More than 150 parents and community members attended the second Parent Up Distinguish Speaker talk by Anand Giridharadas last Friday in the Hurlbut Theater. Mr. Giridharadas is a journalist working most recently for the New York Times. His latest book, The True American, was an example of the power of mercy and hope, a heart-wrenching tale of two men and their struggles for the American Dream.
Following his talk with parents, Mr. Giridharadas gave a shorter presentation to the Middle and Upper School students, faculty and administration.
“The purpose of having him here was to contemplate the role of moral storytelling in leadership,” said Dr. Jeneen Graham, St. Margaret’s academic dean. “He had a story to tell about how we as a culture can use stories to lead.”
In the days after September 11, 2001 as the country was rocked with uncertainty and fear, Rais Bhuiyan, a Bangladeshi immigrant to the United States, was brutally shot at the mini-mart where he worked by Mark Stroman, a self-described Dallas biker who dabbled in white supremacist ideology. The only words exchanged before the attack were Stroman’s question, “Where are you from?” and Bhuiyan’s bewildered reply, “Excuse me?” What seemed like a simply robbery--not uncommon to Bhuiyan--turned into an attack on perceived Muslims. Bhuiyan’s accent was enough to convince Stroman that Bhuiyan was not truly American. Two other mini-mart clerks were shot dead by Stroman but Bhuiyan survived.
MR. Giridharadas laid out a complicated tapestry of influences that impacted these two men’s lives in the story’s dramatic unfolding. Stroman, a patriotic Texan raised with the promise of the American Dream, was held back from that dream by the failed institutions of his educational system, his family life riddled with addiction, and ultimately the penal system that continued to harden Stroman as he moved in and out of it throughout his life. Bhuiyan on the other hand left a stable job and life in Bangladesh to come to American in search of the globally understood dream. He planned to work his way slowly through menial jobs until he could bring his fiancee to the States and ultimately move into the tech world. After the attack, Bhuiyan lost his eye, his job, his apartment and his wife. Slowly he pieced himself together physically, emotionally and economically until he found the stability he searched for.

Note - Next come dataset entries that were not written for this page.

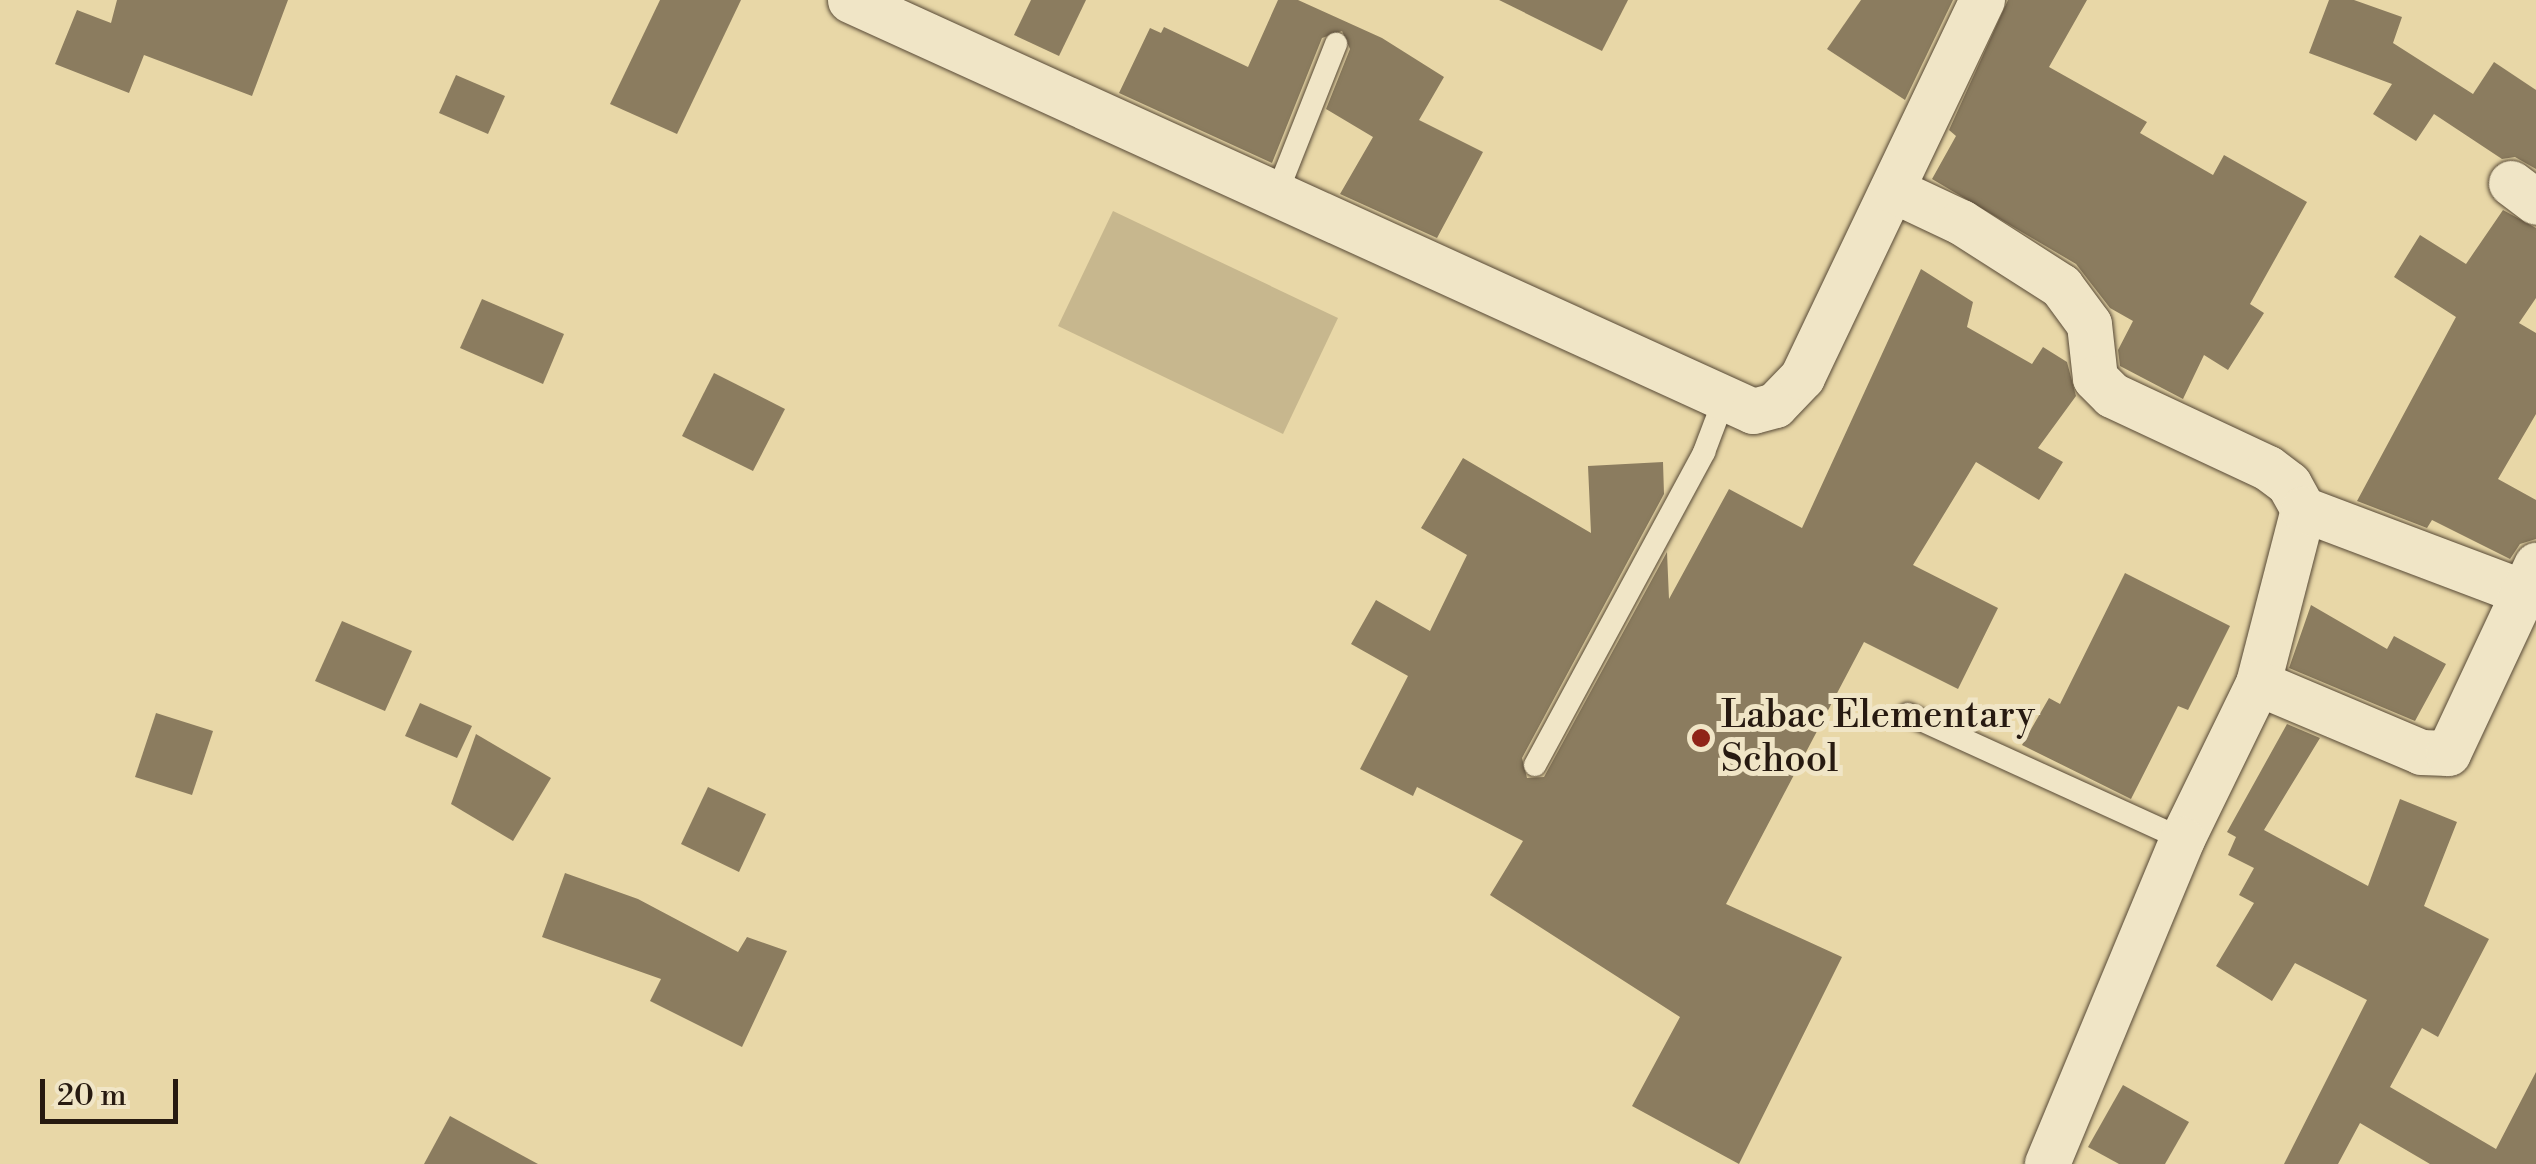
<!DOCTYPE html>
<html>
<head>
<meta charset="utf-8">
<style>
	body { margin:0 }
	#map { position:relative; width:2536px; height:1164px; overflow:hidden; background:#e8d7a7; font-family:"Libre Bodoni",serif }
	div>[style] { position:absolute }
	.green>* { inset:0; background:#c7b78e }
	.building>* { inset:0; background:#8b7c5f }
	.roads { filter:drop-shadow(0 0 2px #574936) drop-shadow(0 0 2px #574936) }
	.lane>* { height:22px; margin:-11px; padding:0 11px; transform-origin:11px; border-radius:11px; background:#f0e5c6 }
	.street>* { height:45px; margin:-22.5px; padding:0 22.5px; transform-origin:22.5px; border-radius:22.5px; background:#f0e5c6 }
	.dots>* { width:28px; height:28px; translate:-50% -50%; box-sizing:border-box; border:5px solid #f0e5c6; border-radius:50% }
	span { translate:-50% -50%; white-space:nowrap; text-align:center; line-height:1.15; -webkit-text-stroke:10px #f0e5c6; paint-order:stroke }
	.poi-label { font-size:38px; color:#271a11 }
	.left { translate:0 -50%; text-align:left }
	.scale { position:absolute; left:40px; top:1079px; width:138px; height:45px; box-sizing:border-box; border:5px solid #271a11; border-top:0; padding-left:12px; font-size:30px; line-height:35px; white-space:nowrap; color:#271a11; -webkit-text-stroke:8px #f0e5c6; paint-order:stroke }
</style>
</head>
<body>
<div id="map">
	<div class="green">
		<div style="clip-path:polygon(1113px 211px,1338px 318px,1283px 434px,1058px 326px)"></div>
	</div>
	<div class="building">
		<div style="clip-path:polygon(117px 0,288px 0,252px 96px,144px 55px,129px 93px,55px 64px,77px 10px,111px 23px)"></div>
		<div style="clip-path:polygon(660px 0,741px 0,677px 134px,610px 104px)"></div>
		<div style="clip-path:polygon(1031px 0,1086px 0,1059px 56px,1014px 35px)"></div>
		<div style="clip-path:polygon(1278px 0,1298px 0,1382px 38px,1444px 77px,1419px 120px,1483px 152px,1437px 238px,1340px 194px,1373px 137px,1326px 109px,1350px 49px,1342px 31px,1322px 38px,1272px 163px,1119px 93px,1150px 28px,1161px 33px,1164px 27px,1248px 67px)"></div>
		<div style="clip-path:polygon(1499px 0,1628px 0,1602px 51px)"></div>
		<div style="clip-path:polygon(1861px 0,1953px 0,1905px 100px,1827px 49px)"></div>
		<div style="clip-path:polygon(2008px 0,2087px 0,2049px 67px,2147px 122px,2140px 133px,2213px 175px,2224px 155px,2307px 202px,2250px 304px,2264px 313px,2228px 370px,2204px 355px,2183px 399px,2120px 366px,2118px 350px,2133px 321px,2110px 308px,2076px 264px,1932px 179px,1956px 136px,1949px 130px)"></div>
		<div style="clip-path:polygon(2329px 0,2354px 0,2402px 17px,2393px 43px,2473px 94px,2494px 62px,2536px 90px,2536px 169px,2515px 157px,2502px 159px,2434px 114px,2416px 141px,2373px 114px,2392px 84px,2309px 53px)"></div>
		<div style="clip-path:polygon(456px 75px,505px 96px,488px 134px,439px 113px)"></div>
		<div style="clip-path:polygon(2503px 210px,2536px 228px,2536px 298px,2519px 323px,2536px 333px,2536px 414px,2498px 479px,2536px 500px,2536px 539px,2520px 544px,2510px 559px,2432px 520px,2427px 528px,2357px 501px,2456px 317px,2394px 277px,2420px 235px,2466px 264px)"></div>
		<div style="clip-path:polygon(1921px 269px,1973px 302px,1967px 327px,2032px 364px,2043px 347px,2067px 362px,2076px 396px,2038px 448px,2063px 462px,2039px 500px,1976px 462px,1913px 565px,1998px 608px,1958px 689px,1864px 642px,1726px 904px,1842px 957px,1739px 1164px,1632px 1106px,1680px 1017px,1490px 895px,1523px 841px,1417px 787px,1413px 796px,1360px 769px,1408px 676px,1351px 644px,1376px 600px,1430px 631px,1467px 555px,1421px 528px,1463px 458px,1591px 533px,1588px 466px,1663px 462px,1664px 494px,1522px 758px,1527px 778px,1544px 777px,1667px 552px,1669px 599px,1729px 489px,1802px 528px)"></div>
		<div style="clip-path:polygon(482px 299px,564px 334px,543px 384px,460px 348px)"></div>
		<div style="clip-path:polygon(714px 373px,785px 409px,753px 471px,682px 436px)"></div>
		<div style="clip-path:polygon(2125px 573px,2230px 626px,2188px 710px,2178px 706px,2131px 799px,2022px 745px,2049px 698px,2060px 704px)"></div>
		<div style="clip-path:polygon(2311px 605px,2387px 649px,2394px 636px,2446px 664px,2415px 721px,2289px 668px)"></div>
		<div style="clip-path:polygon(342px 621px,412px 651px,385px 711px,315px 681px)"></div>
		<div style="clip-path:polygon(420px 703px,472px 726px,457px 758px,405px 736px)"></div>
		<div style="clip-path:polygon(156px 713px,213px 731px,192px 795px,135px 777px)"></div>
		<div style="clip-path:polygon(2287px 724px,2320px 738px,2264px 830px,2368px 886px,2400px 799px,2457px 822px,2424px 906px,2489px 939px,2438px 1037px,2422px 1028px,2390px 1087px,2496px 1149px,2536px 1072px,2536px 1164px,2430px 1164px,2360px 1123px,2338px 1164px,2284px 1164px,2367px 1000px,2295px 963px,2272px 1001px,2216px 966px,2254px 903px,2239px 895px,2254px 868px,2228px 855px,2236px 837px,2227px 832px)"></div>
		<div style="clip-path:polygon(476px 734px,551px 778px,513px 841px,451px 804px)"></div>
		<div style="clip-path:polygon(708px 787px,766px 814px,739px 872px,681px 844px)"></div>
		<div style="clip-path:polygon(565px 873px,638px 899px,738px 952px,747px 937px,787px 951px,742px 1047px,650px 1001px,661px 979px,542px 937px)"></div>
		<div style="clip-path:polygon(2123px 1085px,2189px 1122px,2165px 1164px,2119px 1164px,2088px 1147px)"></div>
		<div style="clip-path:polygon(450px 1116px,538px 1164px,424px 1164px)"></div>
	</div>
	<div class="roads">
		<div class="lane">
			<div style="left:1275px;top:198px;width:166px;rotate:-68.4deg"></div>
			<div style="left:1908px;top:714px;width:301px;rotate:24.5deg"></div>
			<div style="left:1535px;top:765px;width:356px;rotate:-61.6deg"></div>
			<div style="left:1704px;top:452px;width:53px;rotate:-69.2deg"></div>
		</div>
		<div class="street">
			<div style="left:850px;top:0;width:992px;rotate:24.47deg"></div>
			<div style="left:1753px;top:411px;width:23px;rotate:-15deg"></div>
			<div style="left:1775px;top:405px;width:39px;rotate:-46deg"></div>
			<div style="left:1802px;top:377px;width:418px;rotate:-64.5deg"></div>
			<div style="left:2511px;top:183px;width:31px;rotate:37deg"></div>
			<div style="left:1895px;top:191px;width:73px;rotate:25.2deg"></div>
			<div style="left:1961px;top:222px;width:119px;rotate:32.6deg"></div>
			<div style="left:2061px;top:286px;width:47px;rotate:53.6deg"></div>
			<div style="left:2089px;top:324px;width:54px;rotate:83.7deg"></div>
			<div style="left:2095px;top:378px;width:24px;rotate:45deg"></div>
			<div style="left:2112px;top:395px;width:172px;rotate:25.1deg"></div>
			<div style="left:2268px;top:468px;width:26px;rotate:37deg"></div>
			<div style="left:2289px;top:484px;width:29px;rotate:61deg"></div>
			<div style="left:2303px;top:509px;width:180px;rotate:104.5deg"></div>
			<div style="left:2258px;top:683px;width:174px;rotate:116deg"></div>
			<div style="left:2182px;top:839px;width:352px;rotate:112.6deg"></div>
			<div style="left:2303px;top:509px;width:235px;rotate:20.7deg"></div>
			<div style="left:2258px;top:683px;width:177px;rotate:22.9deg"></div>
			<div style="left:2421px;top:752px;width:27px;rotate:2deg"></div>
			<div style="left:2448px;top:753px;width:208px;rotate:-64.9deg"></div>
		</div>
	</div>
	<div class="dots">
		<div style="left:1701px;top:738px;background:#8f2418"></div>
	</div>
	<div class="poi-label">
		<span class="left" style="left:1721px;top:738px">Labac Elementary<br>School</span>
	</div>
	<div class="scale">20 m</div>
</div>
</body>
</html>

The poignancy of Mr. Giridharadas’ retelling of these two men’s stories takes full form when years later, Bhuiyan decides to forgive Stroman publicly for his crime and fight for clemency for Stroman living on Texas’ death row. Remarkably, Stroman was on a parallel path of growth. Removed from the structural restraints and hardships for the first time in his life, Stroman began studying and writing and curiously reaching out into the world. He emerged as a changed man by the time he heard of Bhuiyan’s quest for a stay of execution. In an emotional exchange between the two men just before Stroman’s slated execution, both men could see each other newly as individuals rather than as stereotypes. In the end, Bhuiyan lost his case and Stroman was “put to death by lethal injection by the very state he loved so much.”
Mr. Giridharadas’ impactful style and his weaving through of social influences and emotional resonance left the audience with much to reflect upon and perhaps more questions than answers.